Due to its unique topographic diversity including coastal areas, deserts, mountains, vegetative cover, and Mediterranean climate, California is one of the most biologically diverse places in the world and consequently has unusual wildlife diversity. Native wildlife species include about 68 amphibians, 429 birds, 185 mammals, and over 27,000 terrestrial invertebrates – with about 105 species being listed as threatened and endangered1.2. Thirty seven animals (10 fish, 3 amphibians, 2 reptiles, 13 birds, and 9 mammals) are designated as fully protected and may not be taken or possessed at any time3.

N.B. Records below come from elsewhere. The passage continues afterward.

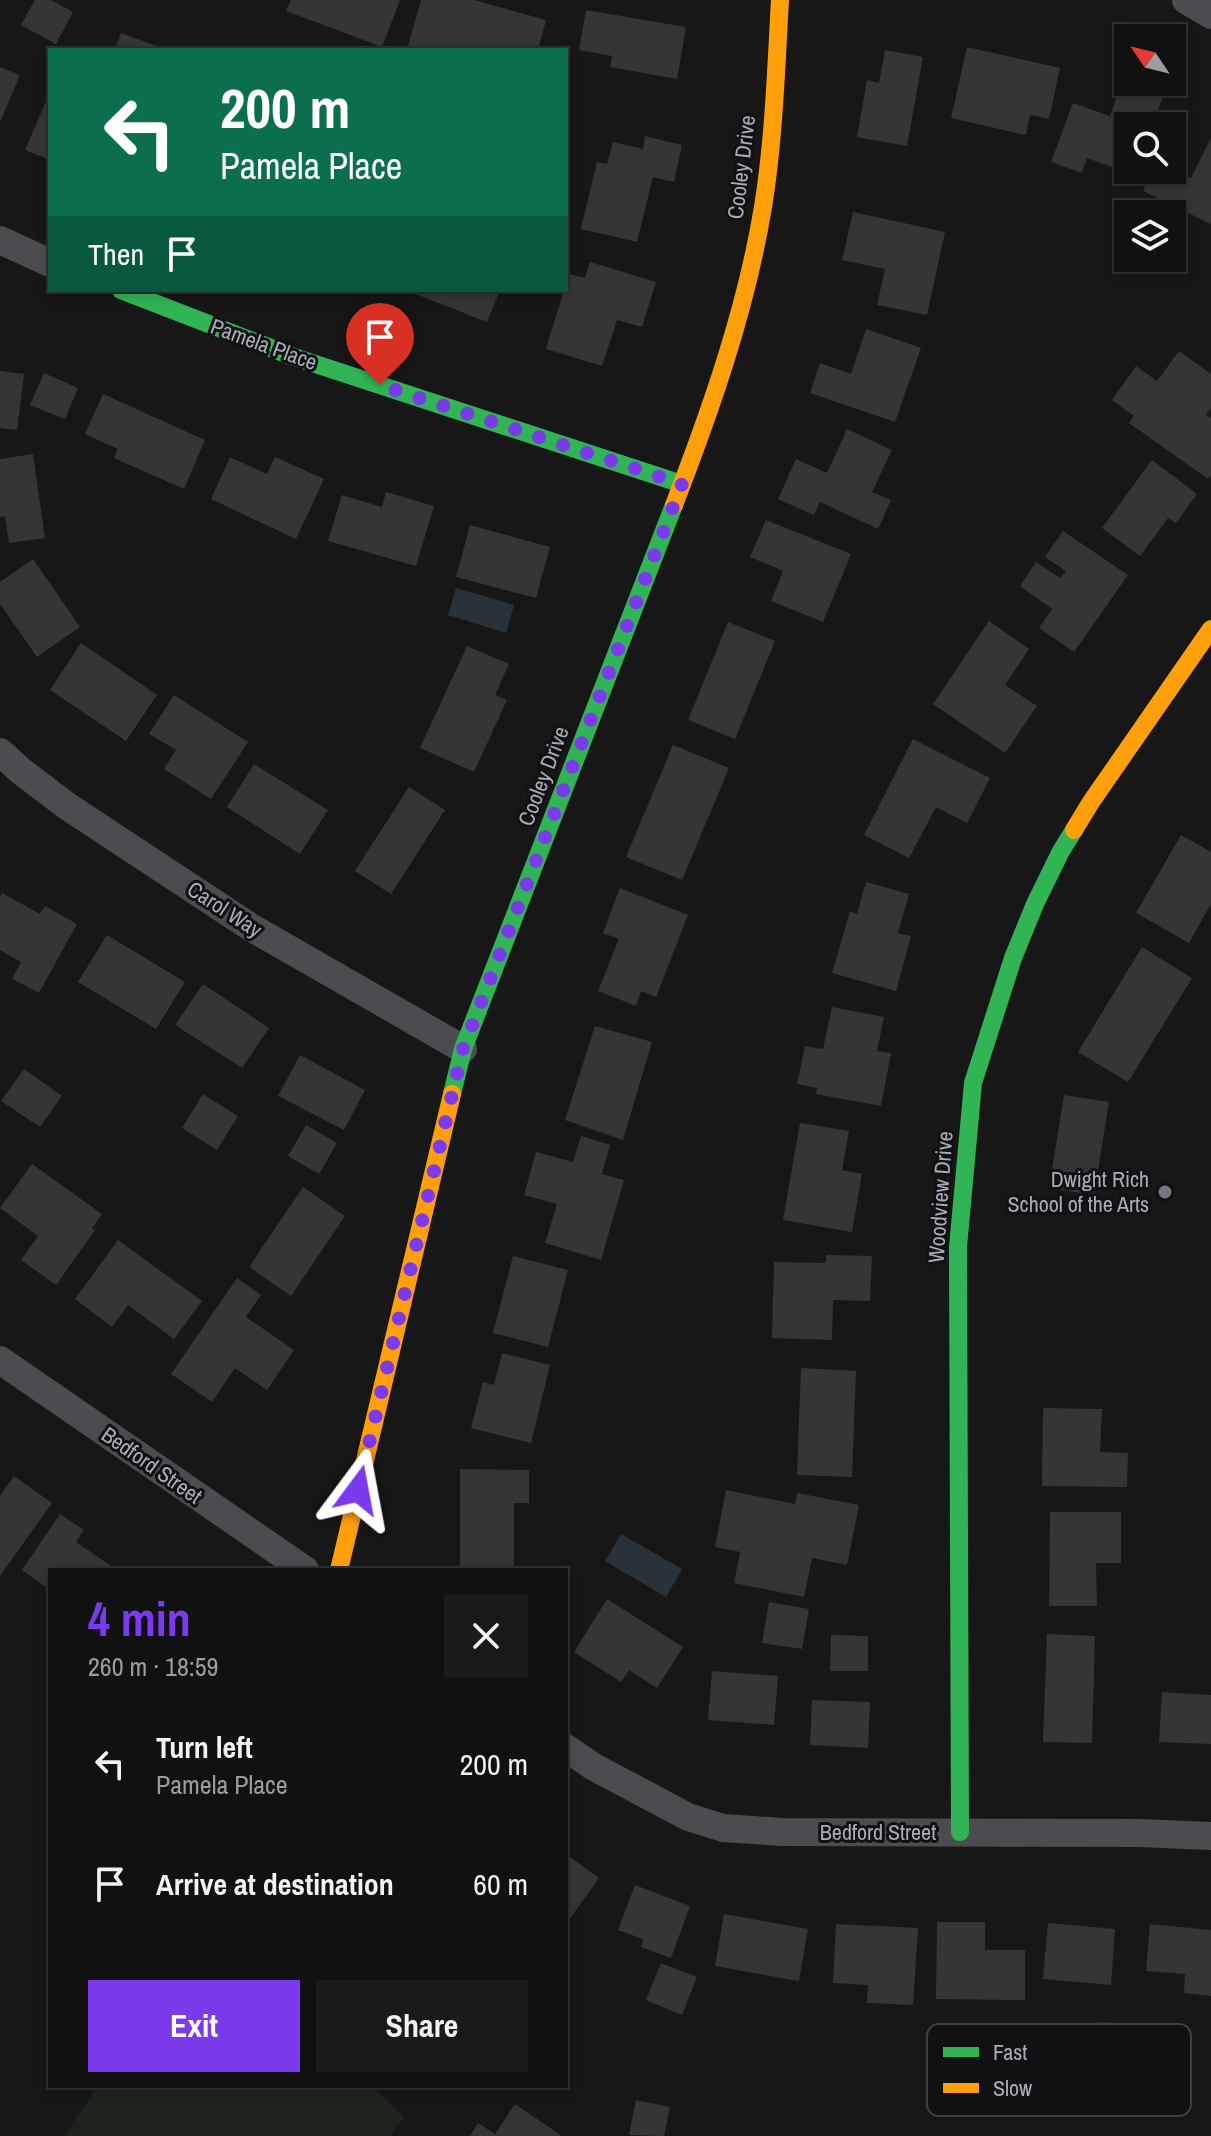 <!DOCTYPE html>
<meta charset="utf-8">
<style>
:root{--surface:#111;--page:#1a1a1a;--text:#f1f3f6;--muted:#9c9d9f;--line:#303131;--accent:#7c3aed}
body{margin:0;font-family:"Archivo Narrow",sans-serif;background:var(--page);color:var(--text);height:100vh;display:flex;flex-direction:column;font-size:30px;white-space:nowrap}
*{box-sizing:border-box;margin:0}
p{font-size:26px;color:var(--muted)}
.icon{flex:none;width:44px;height:44px;fill:none;stroke:currentColor;stroke-width:2;stroke-linecap:round;stroke-linejoin:round}
.map{position:relative;flex:1;overflow:hidden}
.side{position:absolute;left:48px;top:1568px;width:520px;height:520px;display:flex;flex-direction:column;background:var(--surface);border-radius:0px;box-shadow:0 4px 12px #0003,0 0 0 2px var(--line)}
.side>*{flex:none}
.top-card{position:absolute;left:48px;top:48px;width:520px;height:244px;border-radius:0px;box-shadow:0 4px 12px #0003,0 0 0 2px var(--line);background:#0b6e4f;color:#fff;overflow:hidden}
.needle{width:52px;rotate:305deg}
.tools{position:absolute;left:1114px;top:24px;display:grid;gap:16px}
.tools a{display:grid;place-items:center;width:72px;height:72px;border-radius:0px;background:var(--surface);box-shadow:0 4px 12px #0003,0 0 0 2px var(--line);font-size:40px}
.pin{position:absolute;display:grid;place-items:center;width:68px;height:68px;color:#fff;margin:-82px -34px;border-radius:50% 50% 50% 0;rotate:-45deg;box-shadow:0 0 8px #0007}
.pin .icon{rotate:45deg}
.me{position:absolute;width:88px;margin:-44px;rotate:13deg;stroke-linejoin:round;filter:drop-shadow(0 0 6px #0008)}
.turn{display:flex;align-items:center;gap:28px;height:168px;padding:0 40px;font-size:36px}
.turn .icon{width:104px;height:104px;stroke-width:2.5}
.turn b{display:block;font-size:56px;line-height:68px}
.then{display:flex;align-items:center;height:76px;padding:0 40px;background:#0003;gap:16px;font-size:30px}
.round{display:grid;place-items:center;flex:none;width:84px;height:84px;border-radius:0px;background:var(--page)}
.headline{display:flex;align-items:center;justify-content:space-between;height:136px;padding:0 40px}
h1{font-size:48px;font-weight:800;line-height:60px;color:var(--accent)}
.primary-button{display:flex;gap:16px;margin-top:auto;padding:16px 40px}
.primary-button a{flex:1;height:92px;border-radius:0px;background:var(--accent);color:#fff;font-size:32px;font-weight:800;line-height:92px;text-align:center}
.primary-button a+a{background:var(--page);color:var(--text)}
ul{padding:0;list-style:none}
li{display:flex;align-items:center;gap:24px;height:120px;padding:0 40px}
li div{flex:1}
li b{display:block;font-size:30px}
li em{font-style:normal}
.map>svg:first-child{display:block}
</style>
<div class="map">
<svg width="1211" height="2136" viewBox="0 0 1211 2136">
<rect width="100%" height="100%" fill="#171717"/>
<!-- green -->
<path fill="#1d241e" d="M 98,2086 L 373,2086 L 404,2117 L 390,2136 L 64,2136 Z"/>
<!-- water -->
<g fill="#2a3239">
<path d="M 456,588 L 514,605 L 506,633 L 448,615 Z"/>
<path d="M 621,1534 L 682,1569 L 666,1597 L 605,1561 Z"/>
</g>
<!-- building -->
<g fill="#353536">
<path d="M 35,0 L 51,0 L 73,12 L 56,44 L 21,25 Z"/>
<path d="M 291,0 L 400,0 L 382,47 L 286,11 Z"/>
<path d="M 421,0 L 474,0 L 546,20 L 538,50 L 407,49 Z"/>
<path d="M 586,10 L 686,27 L 677,79 L 610,67 L 612,56 L 579,50 Z"/>
<path d="M 121,33 L 159,47 L 158,50 L 115,50 Z"/>
<path d="M 967,47 L 1060,68 L 1049,119 L 1030,115 L 1026,135 L 951,118 Z"/>
<path d="M 885,50 L 923,57 L 907,146 L 857,137 L 867,80 L 879,83 Z"/>
<path d="M 0,67 L 20,75 L 0,122 Z"/>
<path d="M 1123,79 L 1164,94 L 1152,126 L 1128,126 L 1128,170 L 1136,170 L 1134,175 L 1087,158 L 1082,173 L 1051,162 L 1073,103 L 1110,116 Z"/>
<path d="M 50,92 L 50,160 L 25,150 Z"/>
<path d="M 645,136 L 682,145 L 674,182 L 653,177 L 637,242 L 581,229 L 597,162 L 607,164 L 613,142 L 643,149 Z"/>
<path d="M 1211,138 L 1211,224 L 1143,191 L 1153,170 L 1174,170 L 1191,178 Z"/>
<path d="M 853,212 L 945,232 L 927,315 L 877,305 L 885,269 L 842,260 Z"/>
<path d="M 590,262 L 656,282 L 642,327 L 617,320 L 602,366 L 546,349 L 564,290 L 566,290 L 569,274 L 585,278 Z"/>
<path d="M 405,290 L 500,290 L 487,322 Z"/>
<path d="M 866,329 L 921,348 L 895,422 L 810,393 L 820,363 L 851,374 Z"/>
<path d="M 1179,351 L 1211,374 L 1211,408 L 1206,415 L 1211,418 L 1211,475 L 1208,479 L 1129,423 L 1134,416 L 1112,400 L 1136,366 L 1157,381 Z"/>
<path d="M 0,371 L 24,374 L 17,430 L 0,428 Z"/>
<path d="M 44,373 L 78,388 L 65,419 L 30,405 Z"/>
<path d="M 103,394 L 205,440 L 184,489 L 114,458 L 118,449 L 85,434 Z"/>
<path d="M 847,429 L 892,450 L 872,492 L 891,500 L 878,529 L 820,502 L 814,515 L 778,499 L 796,459 L 827,473 Z"/>
<path d="M 33,454 L 45,538 L 9,543 L 5,516 L 0,517 L 0,459 Z"/>
<path d="M 230,457 L 267,474 L 275,457 L 324,479 L 296,539 L 211,499 Z"/>
<path d="M 1152,460 L 1197,494 L 1176,523 L 1168,518 L 1140,556 L 1102,528 Z"/>
<path d="M 386,492 L 434,506 L 416,566 L 328,541 L 342,495 L 382,507 Z"/>
<path d="M 766,520 L 851,554 L 823,622 L 771,601 L 783,571 L 750,557 Z"/>
<path d="M 470,525 L 550,547 L 536,598 L 456,577 Z"/>
<path d="M 1063,531 L 1128,575 L 1074,652 L 1039,628 L 1052,609 L 1020,586 L 1036,562 L 1060,578 L 1066,571 L 1045,557 Z"/>
<path d="M 33,559 L 80,627 L 37,657 L 0,604 L 0,582 Z"/>
<path d="M 989,621 L 1029,649 L 1005,685 L 1037,706 L 1005,753 L 933,704 Z"/>
<path d="M 728,622 L 775,641 L 735,739 L 688,720 Z"/>
<path d="M 81,643 L 157,695 L 126,741 L 50,690 Z"/>
<path d="M 467,646 L 509,664 L 495,695 L 507,700 L 474,772 L 420,748 Z"/>
<path d="M 174,695 L 248,742 L 211,799 L 164,769 L 176,750 L 149,734 Z"/>
<path d="M 913,739 L 990,778 L 967,823 L 936,807 L 909,858 L 864,835 Z"/>
<path d="M 673,745 L 729,768 L 682,880 L 626,857 Z"/>
<path d="M 254,764 L 328,810 L 300,854 L 227,807 Z"/>
<path d="M 409,787 L 445,810 L 391,894 L 355,871 Z"/>
<path d="M 1181,835 L 1211,852 L 1211,904 L 1189,943 L 1136,913 Z"/>
<path d="M 866,882 L 909,894 L 898,933 L 911,936 L 896,991 L 832,973 L 850,911 L 857,914 Z"/>
<path d="M 620,888 L 688,915 L 656,997 L 641,991 L 636,1006 L 598,991 L 619,939 L 603,933 Z"/>
<path d="M 2,893 L 40,914 L 45,906 L 77,924 L 39,993 L 12,979 L 21,962 L 0,950 L 0,897 Z"/>
<path d="M 107,935 L 185,982 L 156,1029 L 78,982 Z"/>
<path d="M 1142,947 L 1192,978 L 1128,1082 L 1078,1052 Z"/>
<path d="M 203,984 L 269,1028 L 242,1068 L 175,1025 Z"/>
<path d="M 832,1007 L 884,1017 L 877,1051 L 891,1053 L 881,1106 L 816,1094 L 817,1088 L 797,1084 L 805,1046 L 823,1049 Z"/>
<path d="M 595,1026 L 652,1042 L 623,1140 L 565,1120 Z"/>
<path d="M 300,1055 L 365,1090 L 344,1130 L 278,1096 Z"/>
<path d="M 24,1069 L 62,1096 L 40,1127 L 1,1101 Z"/>
<path d="M 203,1094 L 238,1116 L 217,1150 L 182,1128 Z"/>
<path d="M 1064,1095 L 1109,1102 L 1094,1195 L 1049,1188 Z"/>
<path d="M 800,1123 L 849,1131 L 842,1170 L 862,1174 L 852,1232 L 783,1220 Z"/>
<path d="M 306,1125 L 337,1143 L 319,1174 L 288,1156 Z"/>
<path d="M 581,1136 L 610,1145 L 602,1174 L 624,1180 L 601,1260 L 545,1243 L 557,1204 L 524,1195 L 536,1152 L 573,1162 Z"/>
<path d="M 32,1164 L 102,1214 L 92,1228 L 95,1230 L 56,1285 L 21,1260 L 38,1236 L 0,1208 Z"/>
<path d="M 303,1187 L 345,1216 L 291,1296 L 249,1267 Z"/>
<path d="M 118,1240 L 202,1301 L 174,1339 L 128,1305 L 112,1327 L 75,1299 Z"/>
<path d="M 826,1255 L 872,1256 L 870,1301 L 833,1300 L 832,1340 L 772,1338 L 774,1262 L 826,1263 Z"/>
<path d="M 513,1256 L 568,1270 L 548,1347 L 493,1333 Z"/>
<path d="M 237,1278 L 261,1295 L 246,1317 L 294,1350 L 267,1390 L 235,1368 L 212,1402 L 171,1374 Z"/>
<path d="M 502,1353 L 550,1365 L 531,1443 L 471,1428 L 483,1382 L 494,1385 Z"/>
<path d="M 801,1368 L 856,1371 L 852,1477 L 797,1475 Z"/>
<path d="M 1043,1408 L 1102,1409 L 1100,1452 L 1128,1453 L 1127,1487 L 1042,1486 Z"/>
<path d="M 460,1469 L 529,1470 L 529,1503 L 514,1503 L 514,1570 L 460,1570 Z"/>
<path d="M 14,1476 L 52,1503 L 0,1576 L 0,1496 Z"/>
<path d="M 726,1490 L 795,1504 L 797,1493 L 859,1505 L 847,1565 L 812,1558 L 804,1597 L 734,1583 L 740,1552 L 715,1547 Z"/>
<path d="M 1050,1512 L 1121,1512 L 1121,1563 L 1096,1563 L 1097,1606 L 1049,1606 Z"/>
<path d="M 60,1514 L 84,1530 L 76,1542 L 117,1570 L 50,1570 L 50,1590 L 22,1570 Z"/>
<path d="M 607,1599 L 683,1647 L 657,1688 L 629,1670 L 621,1682 L 574,1652 Z"/>
<path d="M 769,1602 L 809,1609 L 802,1649 L 762,1643 Z"/>
<path d="M 1047,1634 L 1095,1636 L 1092,1743 L 1043,1742 Z"/>
<path d="M 831,1635 L 868,1636 L 868,1671 L 830,1671 Z"/>
<path d="M 712,1671 L 778,1676 L 774,1725 L 708,1720 Z"/>
<path d="M 1162,1692 L 1211,1695 L 1211,1744 L 1159,1742 Z"/>
<path d="M 812,1700 L 870,1702 L 868,1748 L 810,1745 Z"/>
<path d="M 566,1854 L 599,1878 L 566,1924 Z"/>
<path d="M 635,1885 L 690,1906 L 671,1958 L 641,1947 L 643,1939 L 618,1930 Z"/>
<path d="M 724,1914 L 808,1929 L 799,1981 L 715,1966 Z"/>
<path d="M 937,1922 L 985,1922 L 985,1950 L 1025,1950 L 1025,2000 L 936,1999 Z"/>
<path d="M 1048,1923 L 1115,1929 L 1111,1985 L 1043,1979 Z"/>
<path d="M 836,1924 L 918,1928 L 913,2005 L 867,2003 L 868,1985 L 833,1983 Z"/>
<path d="M 1150,1924 L 1211,1930 L 1211,1996 L 1184,1993 L 1185,1974 L 1146,1971 Z"/>
<path d="M 661,1963 L 697,1977 L 682,2015 L 646,2000 Z"/>
<path d="M 1097,2022 L 1137,2024 L 1134,2066 L 1095,2064 Z"/>
<path d="M 636,2100 L 670,2107 L 664,2136 L 629,2135 Z"/>
<path d="M 515,2104 L 562,2136 L 470,2136 L 478,2123 L 495,2134 Z"/>
</g>
<g fill="none" stroke-linecap="round" stroke-linejoin="round">
<!-- street -->
<g stroke="#4b4c50" stroke-width="28">
<path d="M 1186,0 L 1211,15"/>
<path d="M 0,240 L 50,263"/>
<path d="M 0,752 L 21,771 L 67,806 L 252,928 L 463,1049"/>
<path d="M 0,1360 L 305,1570"/>
<path d="M 566,1748 L 594,1767 L 688,1817 L 723,1828 L 782,1832 L 1138,1833 L 1211,1836"/>
</g>
<!-- fast -->
<g stroke="#30b455" stroke-width="18">
<path d="M 121,290 L 294,357 L 682,484"/>
<path d="M 452,1094 L 463,1049 L 674,505"/>
<path d="M 960,1832 L 958,1247 L 973,1083 L 1013,958 L 1035,904 L 1061,851 L 1074,830"/>
</g>
<!-- slow -->
<g stroke="#ff9f0a" stroke-width="18">
<path d="M 674,505 C 711,409 746,310 763,207 C 774,139 776,69 780,0"/>
<path d="M 1074,830 L 1091,802 L 1211,629"/>
<path d="M 339,1570 L 452,1094"/>
</g>
</g>
<g fill="none" stroke-linecap="round" stroke-linejoin="round">
<!-- route -->
<path stroke="#7c3aed" stroke-width="14" stroke-dasharray="0 25.2" d="M 358,1490 L 463,1049 L 682,484 L 380,385"/>
</g>
<!-- markers -->
<circle fill="#757880" stroke="#111113" stroke-width="3" cx="1165" cy="1192" r="8"/>
<g text-anchor="middle" dominant-baseline="central" stroke-width="6" stroke-linejoin="round" paint-order="stroke">
<!-- street labels -->
<g font-size="22" fill="#a8adb8" stroke="#111113">
<text transform="translate(741 167) rotate(-83)">Cooley Drive</text>
<text transform="translate(264 344) rotate(20)">Pamela Place</text>
<text transform="translate(543 776) rotate(-69)">Cooley Drive</text>
<text transform="translate(225 909) rotate(33)">Carol Way</text>
<text transform="translate(940 1197) rotate(-86)">Woodview Drive</text>
<text transform="translate(152 1465) rotate(35)">Bedford Street</text>
<text x="878" y="1832">Bedford Street</text>
</g>
<!-- poi labels -->
<g font-size="22" fill="#a8adb8" stroke="#111113" text-anchor="end">
<text x="1149" y="1179">Dwight Rich<tspan x="1149" dy="25">School of the Arts</tspan></text>
</g>
</g>
<!-- legend -->
<rect x="927" y="2024" width="264" height="92" rx="12" fill="#111113" stroke="#3e4045" stroke-width="2"/>
<rect x="943" y="2047" width="36" height="10" fill="#30b455"/>
<rect x="943" y="2083" width="36" height="10" fill="#ff9f0a"/>
<g font-size="22" fill="#a8adb8">
<text x="993" y="2060">Fast</text>
<text x="993" y="2096">Slow</text>
</g>
</svg>
<div class="tools">
<a><svg class="needle" viewBox="-14 -14 28 28"><path d="M0-13l5 13h-10z" fill="#e53935"/><path d="M0 13l5-13h-10z" fill="#9c9d9f"/></svg></a>
<a><svg class="icon" aria-label="search" viewBox="0 0 24 24"><circle cx="10" cy="10" r="6"/><path d="M15 15l6 6"/></svg></a>
<a><svg class="icon" aria-label="layers" viewBox="0 0 24 24"><path d="M12 4l9 5-9 5-9-5zM3 14l9 5 9-5"/></svg></a>
</div>
<div class="pin" style="left:380px;top:385px;background:#d93025"><svg class="icon" aria-label="arrive" viewBox="0 0 24 24"><path d="M6 21V4h12l-3 4 3 4H6"/></svg></div>
<svg class="me" style="left:358px;top:1490px" viewBox="-20 -20 40 40"><path d="M0-17L14 15 0 8-14 15z" fill="#7c3aed" stroke="#fff" stroke-width="4"/></svg>
<div class="top-card">
<div class="turn"><svg class="icon" aria-label="left" viewBox="0 0 24 24"><path d="M17 20v-9H6M10 6l-5 5 5 5"/></svg><div><b>200 m</b>Pamela Place</div></div>
<div class="then">Then<svg class="icon" aria-label="arrive" viewBox="0 0 24 24"><path d="M6 21V4h12l-3 4 3 4H6"/></svg></div>
</div>
<section class="side">
<div class="headline"><div><h1>4 min</h1><p>260 m · 18:59</p></div><a class="round"><svg class="icon" aria-label="close" viewBox="0 0 24 24"><path d="M6 6l12 12M18 6L6 18"/></svg></a></div>
<ul>
<li><svg class="icon" aria-label="left" viewBox="0 0 24 24"><path d="M17 20v-9H6M10 6l-5 5 5 5"/></svg><div><b>Turn left</b><p>Pamela Place</p></div><em>200 m</em></li>
<li><svg class="icon" aria-label="arrive" viewBox="0 0 24 24"><path d="M6 21V4h12l-3 4 3 4H6"/></svg><div><b>Arrive at destination</b></div><em>60 m</em></li>
</ul>
<div class="primary-button"><a>Exit</a><a>Share</a></div>
</section>
</div>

Wildlife Habitat Protection
Two major initiatives aimed at protecting endangered species in California forests are The Northwest Forest Plan (in Washington, Oregon, and Northern California), 1994, and the Conservation Strategy for the Northern Spotted Owl in the Sierra Nevada, 2019. Both of these focus on protecting old-growth forests, mostly on public lands, that are the habitat of the northern spotted owl. Other threatened species of particular concern are the marbled murrelet, northern goshawk, Pacific salmon, and Pacific fisher4.5
Spotted owls are still at risk due primarily to the current, aggressive invasion of the barred owl from eastern north America that threatens their viability by being an ‘apex predator’ and a generalist in food requirements6.
Conservation Strategies for animals at risk focus on protecting their needs for food, cover, shelter, foraging, home range, and long-distance travel. When activity centers are found, these are protected by creating Habitat Conservation Areas or Protected Activity Centers. For spotted owls, these are commonly 300 acres in size in which no forest treatments can be carried out to avoid a “take”. Sometimes, trade-offs occur when excluding these areas from treatment prevents managers from reducing fuels to reduce wildfire hazards.
Need for Maintaining Habitat Diversity
Wildlife populations of diverse species depend on all stages of forest development – early, mature, and over-mature trees, shrubs and grasses, vigorous to decadent trees, and mosaics of dense to open conditions across the landscape. Maintaining these diverse habitats is aided by California having diverse forest types and diverse ownerships (Topic 1) from parks to timber production areas with diverse management objectives.
A key to ensuring diverse forest structures and habitats is to manage forests as dynamic ecosystems7. This concept recognizes the need to maintain healthy, vigorous forests by controlling species composition and stand density, which in addition to providing diverse habitats results in forests being more resistant to major wildfires.
To aid in developing these complex structures, important partnerships have been developed between landowners and the US Fish & Wildlife Service aimed at addressing listed and at-risk species in an ecosystem context8 and by timberland conservation programs aimed at protecting diverse habitats9.
All forest management plans in California are evaluated in terms of mitigating potential impact on wildlife habitat. This is done on federal lands through compliance with the Environmental Quality Act and Endangered Species Act. Equivalent regulations on private forest lands in California are the California Environmental Quality Act and the California’s Forest Practice Act administered by the State Board of Forestry.
The aim of all forest land managers in California is to protect and enhance wildlife habitat, which is attained through a mix of ownership goals, federal and state laws, and partnerships between landowners and state and federal agencies.
Effective land management is difficult and complex, requiring balancing the needs, uses, and values of a diverse society. The task is made more complex by increasing urbanization, conversion of forest lands to agricultural use, and population growth all of which have put increasing pressures on the State’s wildlife. But this is what makes forestry such a challenging, important, and worthwhile profession.